### Your task
Copy exactly the lines from the start of the material through the line with "solid #fff;border-radius:50%;box-shadow:0 2px". Pictures stay out of the copy.
Segment Start: Records
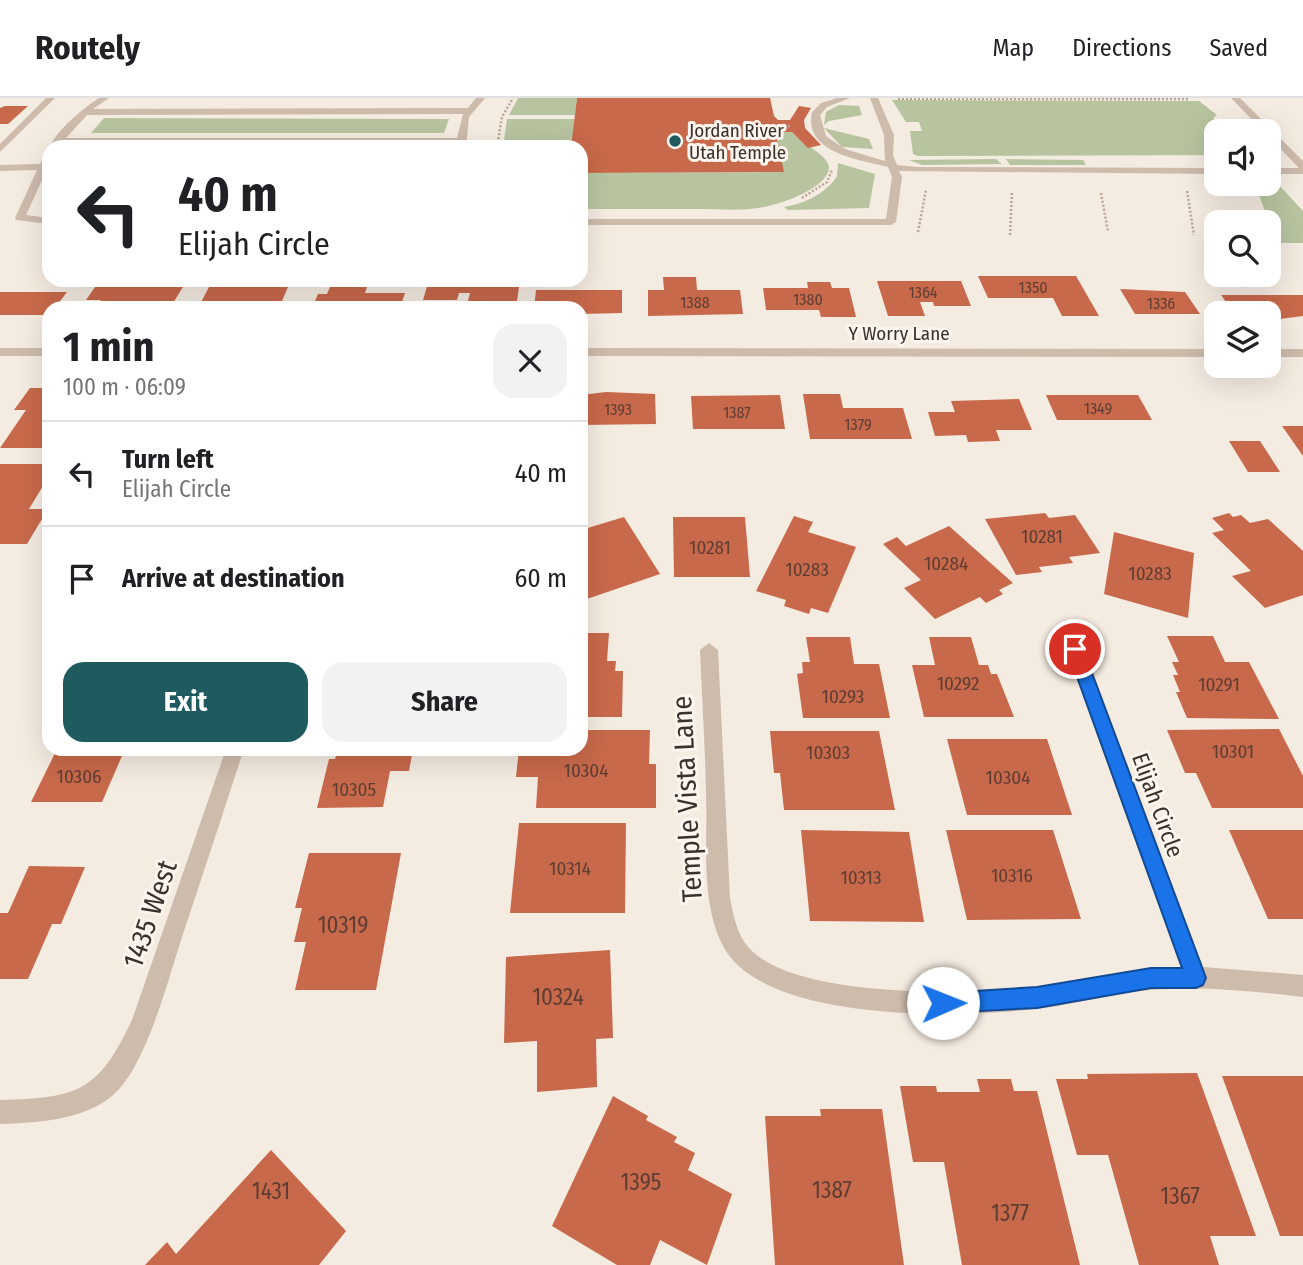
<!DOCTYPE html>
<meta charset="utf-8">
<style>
body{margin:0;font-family:"Fira Sans Condensed",sans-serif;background:#f2f2f2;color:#202124;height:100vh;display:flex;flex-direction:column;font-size:26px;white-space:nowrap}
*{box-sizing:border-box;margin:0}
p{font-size:23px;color:#757577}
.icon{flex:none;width:38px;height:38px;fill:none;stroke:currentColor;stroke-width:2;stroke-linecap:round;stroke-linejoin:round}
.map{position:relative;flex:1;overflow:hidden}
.panel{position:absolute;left:42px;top:203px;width:546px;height:455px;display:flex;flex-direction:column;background:#fff;border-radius:21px;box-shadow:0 7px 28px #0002}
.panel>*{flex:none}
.banner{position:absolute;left:42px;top:42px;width:546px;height:147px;border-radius:21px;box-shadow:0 7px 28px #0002;background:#fff;color:#202124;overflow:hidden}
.controls{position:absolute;left:1204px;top:21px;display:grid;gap:14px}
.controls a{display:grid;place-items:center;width:77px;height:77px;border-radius:14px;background:#fff;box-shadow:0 7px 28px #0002;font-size:35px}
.pin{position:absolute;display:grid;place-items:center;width:60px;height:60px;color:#fff;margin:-30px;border:4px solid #fff;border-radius:50%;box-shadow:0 2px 7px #0007}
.me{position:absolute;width:77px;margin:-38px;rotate:89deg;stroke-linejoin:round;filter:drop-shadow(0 0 5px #0008)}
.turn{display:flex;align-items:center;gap:24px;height:147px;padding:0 21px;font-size:32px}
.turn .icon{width:91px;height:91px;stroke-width:2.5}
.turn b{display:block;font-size:49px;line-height:60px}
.round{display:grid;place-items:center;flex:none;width:74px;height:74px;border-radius:21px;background:#f2f2f2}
.headline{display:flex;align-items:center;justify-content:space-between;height:119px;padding:0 21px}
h1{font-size:42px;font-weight:700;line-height:52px}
.primary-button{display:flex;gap:14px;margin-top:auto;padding:14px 21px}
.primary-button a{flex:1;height:80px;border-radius:21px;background:#1f5a5e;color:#fff;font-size:28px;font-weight:700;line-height:80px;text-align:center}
.primary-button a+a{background:#f2f2f2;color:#202124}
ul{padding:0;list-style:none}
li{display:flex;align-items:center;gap:21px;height:105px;padding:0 21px;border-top:2px solid #e0e0e0}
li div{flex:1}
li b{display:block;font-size:26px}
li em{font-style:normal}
header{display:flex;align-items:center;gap:42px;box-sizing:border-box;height:98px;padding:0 35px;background:#fff;border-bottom:2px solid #e0e0e0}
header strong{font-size:33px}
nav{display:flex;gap:38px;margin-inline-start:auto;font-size:24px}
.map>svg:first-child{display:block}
.green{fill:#b8c4a0}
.building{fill:#c8694b}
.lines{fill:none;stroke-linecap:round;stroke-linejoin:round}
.path{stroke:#b9a596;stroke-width:2.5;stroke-dasharray:2 2;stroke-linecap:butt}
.minor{fill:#cdbbac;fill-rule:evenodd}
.route{fill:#1a73e8;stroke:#114b97;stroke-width:2}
.poi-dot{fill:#1f5a5e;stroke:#fbf5ee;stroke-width:2.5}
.labels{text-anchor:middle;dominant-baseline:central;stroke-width:6;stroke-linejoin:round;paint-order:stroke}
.far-number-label{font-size:16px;fill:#5e3e33}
.far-poi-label{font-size:19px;fill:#3b302b;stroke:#fbf5ee;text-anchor:start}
.far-street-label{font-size:19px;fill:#3b302b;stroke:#fbf5ee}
.number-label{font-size:19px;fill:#5e3e33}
.street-label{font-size:23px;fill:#3b302b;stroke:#fbf5ee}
.near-number-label{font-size:23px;fill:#5e3e33}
.near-street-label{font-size:28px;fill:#3b302b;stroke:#fbf5ee}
</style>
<header>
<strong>Routely</strong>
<nav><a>Map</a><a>Directions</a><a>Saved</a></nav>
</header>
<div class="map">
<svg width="1303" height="1167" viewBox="0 0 1303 1167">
<rect width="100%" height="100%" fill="#f4ebe1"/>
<g class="green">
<polygon points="518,0 577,0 575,17 509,17"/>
<polygon points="892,2 1199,3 1217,17 1213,20 1225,33 1216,33 1216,57 918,58 913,56 910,33 922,33 919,24 906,24"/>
<polygon points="839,7 859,8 862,17 829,23 824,27 826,14"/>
<polygon points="104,20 449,21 444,35 91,35"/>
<polygon points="507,21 575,21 571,49 503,49"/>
<polygon points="824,30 869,41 873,51 842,49"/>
<path d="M781 34H792C801 45 828 57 829 69 829 91 776 108 758 110 739 113 718 111 699 111 660 111 620 111 581 111V75L783 74 776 37H781Z"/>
<polygon points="996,61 1002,66 922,67 909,62"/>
<polygon points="1006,61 1083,62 1086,67 1010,67"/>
<path d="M838 65 875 76 869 110 788 112 784 109C804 106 827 95 837 78Z"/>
<polygon points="1269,84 1278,86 1303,113 1303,145 1277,145 1256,89 1238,86"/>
</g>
<g class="building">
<polygon points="577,0 770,0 774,18 778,22 790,22 799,8 811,10 804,22 805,30 821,47 808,50 792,34 781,34 782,37 776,37 784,74 581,75 581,49 571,49"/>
<polygon points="5,8 28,8 8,26 0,26 0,10"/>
<polygon points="978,178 1076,178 1099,218 1062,218 1053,200 988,200"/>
<polygon points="663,179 696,179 697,192 740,192 743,216 648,218 648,192 664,192"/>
<polygon points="100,182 132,184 186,184 170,210 95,210 101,202 86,202"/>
<polygon points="429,182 520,182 516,210 466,210 470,195 459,195 457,202 423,202"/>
<polygon points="877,183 961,183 971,208 934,208 933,204 920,204 925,218 888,218"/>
<polygon points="807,184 830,184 832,190 849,190 856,219 821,219 819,212 766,212 763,190 808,190"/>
<polygon points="209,189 288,189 279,210 198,210"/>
<polygon points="330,189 367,189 365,195 405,195 400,210 312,210 318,196 327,196"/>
<polygon points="1120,191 1185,194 1200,216 1135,216"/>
<polygon points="536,192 622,192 622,215 581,216 581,210 534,210"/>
<polygon points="0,194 67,194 55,210 49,210 49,217 0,217"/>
<polygon points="1221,197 1303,197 1303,218 1272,222 1269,215 1234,215"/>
<polygon points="30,290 49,290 49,350 0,350 26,312 14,312"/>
<polygon points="606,294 655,296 656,326 581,327 581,297"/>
<polygon points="803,296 840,296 843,310 903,310 912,341 810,341"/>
<polygon points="780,297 785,331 693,331 691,298"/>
<polygon points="1046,297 1138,297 1152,322 1057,322"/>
<polygon points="1019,301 1032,332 996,332 1000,343 968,344 966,337 935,338 928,314 955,314 951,303"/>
<polygon points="1282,328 1303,328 1303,358"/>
<polygon points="1229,343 1260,343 1280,374 1248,374"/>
<polygon points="0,366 49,366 49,378 29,411 48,411 27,446 0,446"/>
<polygon points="1045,415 1049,420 1075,417 1100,455 1069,459 1073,465 1039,469 1042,474 1016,477 985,421"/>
<polygon points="1229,415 1233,419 1241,417 1250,425 1268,421 1303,453 1303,497 1265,510 1232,478 1251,473 1212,435 1224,432 1212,420"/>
<polygon points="794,418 813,424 808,434 856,449 828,515 811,510 809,516 784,508 786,502 756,493"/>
<polygon points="624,419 660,476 581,503 581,432"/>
<polygon points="673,419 745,419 750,479 674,479"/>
<polygon points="949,428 1013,485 999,492 1003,496 986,505 980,499 935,521 904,490 921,482 883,446 897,439 906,448"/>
<polygon points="1114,434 1194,455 1188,520 1104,496"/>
<polygon points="581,535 609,535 607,563 616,563 615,573 623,573 622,619 581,619"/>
<polygon points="1167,538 1213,538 1225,564 1249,564 1279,621 1187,620 1176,594 1180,594 1173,577 1178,577 1172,564 1179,564"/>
<polygon points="806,539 850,539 854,566 879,566 890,620 803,620 797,576 803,575 802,564 810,564"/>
<polygon points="929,539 971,539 979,567 988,567 991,576 997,576 1014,619 924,619 912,567 935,567"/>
<polygon points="1279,631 1303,678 1303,710 1212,710 1196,675 1185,675 1167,632"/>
<polygon points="581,632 650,632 649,666 656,666 656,710 536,710 538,679 516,679 519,651 581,651"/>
<polygon points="770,633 879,633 895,712 784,712 780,675 774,675"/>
<polygon points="947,641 1047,641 1072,717 967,717"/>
<polygon points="57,651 125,651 102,704 31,704"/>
<polygon points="338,651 413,651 409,673 390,673 383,709 317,710 329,661 335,661"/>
<polygon points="519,725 626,725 625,815 510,815"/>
<polygon points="801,732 909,734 924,824 810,823"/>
<polygon points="946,732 1053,732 1081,821 967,822"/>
<polygon points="1229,732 1303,732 1303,821 1268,821"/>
<polygon points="309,755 401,755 376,892 295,892 306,844 294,844 302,810 295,810"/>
<polygon points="29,768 85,769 61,826 52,826 28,881 0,881 0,815 8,815"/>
<polygon points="610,852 613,940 596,941 597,989 537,994 537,943 504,945 506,859"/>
<polygon points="1197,975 1256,1138 1210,1138 1219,1167 1139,1167 1108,1057 1077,1057 1056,981 1088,981 1087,976"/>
<polygon points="1222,978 1303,978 1303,1138 1280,1138"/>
<polygon points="977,981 1011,981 1014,993 1037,993 1080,1167 962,1167 944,1064 913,1064 900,988 936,988 937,994 980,994"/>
<polygon points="613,998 648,1018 646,1022 677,1039 674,1044 695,1055 688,1072 732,1096 707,1167 660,1142 650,1167 617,1167 552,1128"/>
<polygon points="820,1011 882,1011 904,1167 775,1167 765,1018 821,1018"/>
<polygon points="271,1052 346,1133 319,1167 145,1167 167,1144 176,1156"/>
</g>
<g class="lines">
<g class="path">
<polyline points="898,1 1188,1"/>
<polyline points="780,28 792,28"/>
<polyline points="497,49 502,19 513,0"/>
<polyline points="1187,93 1194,137"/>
<polyline points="1101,95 1108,134"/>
<polyline points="802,100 827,84 832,72"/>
<polyline points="918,134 926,92"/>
<polyline points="1010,137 1012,93"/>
</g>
<g class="minor">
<polygon points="46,0 55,0 0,54 0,46"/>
<path d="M99 0H109L93 11 468 10 476 0H485L469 19 466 49H456L457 46H61L49 50C57 32 81 12 99 0ZM463 16 457 40H66L87 17Z"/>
<path d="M837 0H850L827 9 820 17 826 38 845 51 885 63 884 37 870 0H878L894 37 893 57 897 67 917 69 1216 70V76L899 73 902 79 896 124 891 127H581V121H886L892 79 888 69C860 62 803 55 812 14L821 5Z"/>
<polygon points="1231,0 1240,0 1303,63 1303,76 1269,76 1269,70 1299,70 1269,39 1269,33 1263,33"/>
<polygon points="49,53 49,67 26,117 49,120 49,126 16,122 15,120 37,72 0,73 0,67 40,66 46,54"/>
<rect x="0" y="250" width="49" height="8"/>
<polygon points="581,250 1216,251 1216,259 581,258"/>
<rect x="1269" y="251" width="34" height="8"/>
<path d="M1075 544 1084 551 1203 869 1303 877V899C1252 893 1201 888 1150 892 1111 895 1074 907 1035 911 960 920 760 925 722 846 700 800 708 744 706 695 705 647 702 600 700 552L709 545 718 552 730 800C733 815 736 832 745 845 785 902 969 896 1033 889 1083 884 1130 870 1181 869L1066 551Z"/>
<path d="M226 651H244C224 712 204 773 184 833 169 877 147 969 112 998 84 1022 35 1025 0 1026V1002C78 1000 98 994 132 922Z"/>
</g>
</g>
<polygon class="route" points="1075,544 1083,551 1206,880 1203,887 1196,890 1151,890 1037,910 943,915 936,912 933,905 936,898 943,895 1037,889 1151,870 1182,870 1067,551"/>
<circle class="poi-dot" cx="675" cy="43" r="7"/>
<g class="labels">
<g class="far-number-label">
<text x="1033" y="189">1350</text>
<text x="923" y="194">1364</text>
<text x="808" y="201">1380</text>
<text x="695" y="204">1388</text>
<text x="1161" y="205">1336</text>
<text x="1098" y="310">1349</text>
<text x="618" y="311">1393</text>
<text x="737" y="314">1387</text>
<text x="858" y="326">1379</text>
</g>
<g class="far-poi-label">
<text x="689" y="32">Jordan River<tspan x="689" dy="22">Utah Temple</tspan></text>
</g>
<g class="far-street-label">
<text x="899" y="235">Y Worry Lane</text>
</g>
<g class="number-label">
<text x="1042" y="438">10281</text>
<text x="710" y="449">10281</text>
<text x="946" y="465">10284</text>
<text x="807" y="471">10283</text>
<text x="1150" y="475">10283</text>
<text x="958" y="585">10292</text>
<text x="1219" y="586">10291</text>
<text x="843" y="598">10293</text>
<text x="1233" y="653">10301</text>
<text x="828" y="654">10303</text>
<text x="586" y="672">10304</text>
<text x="79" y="678">10306</text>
<text x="1008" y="679">10304</text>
<text x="354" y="691">10305</text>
<text x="570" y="770">10314</text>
<text x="1012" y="777">10316</text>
<text x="861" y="779">10313</text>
</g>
<g class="street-label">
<text transform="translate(1158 707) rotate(70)">Elijah Circle</text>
</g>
<g class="near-number-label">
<text x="343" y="827">10319</text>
<text x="558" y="899">10324</text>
<text x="641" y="1084">1395</text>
<text x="832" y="1092">1387</text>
<text x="271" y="1093">1431</text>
<text x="1180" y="1098">1367</text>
<text x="1010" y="1115">1377</text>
</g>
<g class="near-street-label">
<text transform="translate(687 701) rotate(-93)">Temple Vista Lane</text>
<text transform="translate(150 816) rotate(-71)">1435 West</text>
</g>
</g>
</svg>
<div class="controls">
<a><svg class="icon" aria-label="sound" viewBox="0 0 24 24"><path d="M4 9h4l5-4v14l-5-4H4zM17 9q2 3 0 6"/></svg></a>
<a><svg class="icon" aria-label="search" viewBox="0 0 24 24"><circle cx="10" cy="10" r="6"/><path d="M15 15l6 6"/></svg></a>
<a><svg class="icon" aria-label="layers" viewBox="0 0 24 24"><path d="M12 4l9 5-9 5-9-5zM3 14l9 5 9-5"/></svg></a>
</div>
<div class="pin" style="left:1075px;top:551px;background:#d93025"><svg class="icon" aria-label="arrive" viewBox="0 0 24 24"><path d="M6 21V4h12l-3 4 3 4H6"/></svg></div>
<svg class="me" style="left:943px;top:905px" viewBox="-20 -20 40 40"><circle r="19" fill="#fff"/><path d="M0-13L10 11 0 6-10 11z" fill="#1a73e8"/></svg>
<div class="banner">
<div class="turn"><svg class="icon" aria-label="left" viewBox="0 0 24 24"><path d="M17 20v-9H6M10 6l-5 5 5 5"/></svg><div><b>40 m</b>Elijah Circle</div></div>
</div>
<section class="panel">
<div class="headline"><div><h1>1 min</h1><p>100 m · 06:09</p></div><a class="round"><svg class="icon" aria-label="close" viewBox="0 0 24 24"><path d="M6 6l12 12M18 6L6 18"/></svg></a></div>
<ul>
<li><svg class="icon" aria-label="left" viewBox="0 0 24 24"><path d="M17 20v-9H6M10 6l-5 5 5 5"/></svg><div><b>Turn left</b><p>Elijah Circle</p></div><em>40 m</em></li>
<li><svg class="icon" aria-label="arrive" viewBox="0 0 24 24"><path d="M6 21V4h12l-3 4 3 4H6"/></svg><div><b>Arrive at destination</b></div><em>60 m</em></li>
</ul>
<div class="primary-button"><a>Exit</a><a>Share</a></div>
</section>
</div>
Segment End: Records
### Reply
<!DOCTYPE html>
<meta charset="utf-8">
<style>
body{margin:0;font-family:"Fira Sans Condensed",sans-serif;background:#f2f2f2;color:#202124;height:100vh;display:flex;flex-direction:column;font-size:26px;white-space:nowrap}
*{box-sizing:border-box;margin:0}
p{font-size:23px;color:#757577}
.icon{flex:none;width:38px;height:38px;fill:none;stroke:currentColor;stroke-width:2;stroke-linecap:round;stroke-linejoin:round}
.map{position:relative;flex:1;overflow:hidden}
.panel{position:absolute;left:42px;top:203px;width:546px;height:455px;display:flex;flex-direction:column;background:#fff;border-radius:21px;box-shadow:0 7px 28px #0002}
.panel>*{flex:none}
.banner{position:absolute;left:42px;top:42px;width:546px;height:147px;border-radius:21px;box-shadow:0 7px 28px #0002;background:#fff;color:#202124;overflow:hidden}
.controls{position:absolute;left:1204px;top:21px;display:grid;gap:14px}
.controls a{display:grid;place-items:center;width:77px;height:77px;border-radius:14px;background:#fff;box-shadow:0 7px 28px #0002;font-size:35px}
.pin{position:absolute;display:grid;place-items:center;width:60px;height:60px;color:#fff;margin:-30px;border:4px solid #fff;border-radius:50%;box-shadow:0 2px 7px #0007}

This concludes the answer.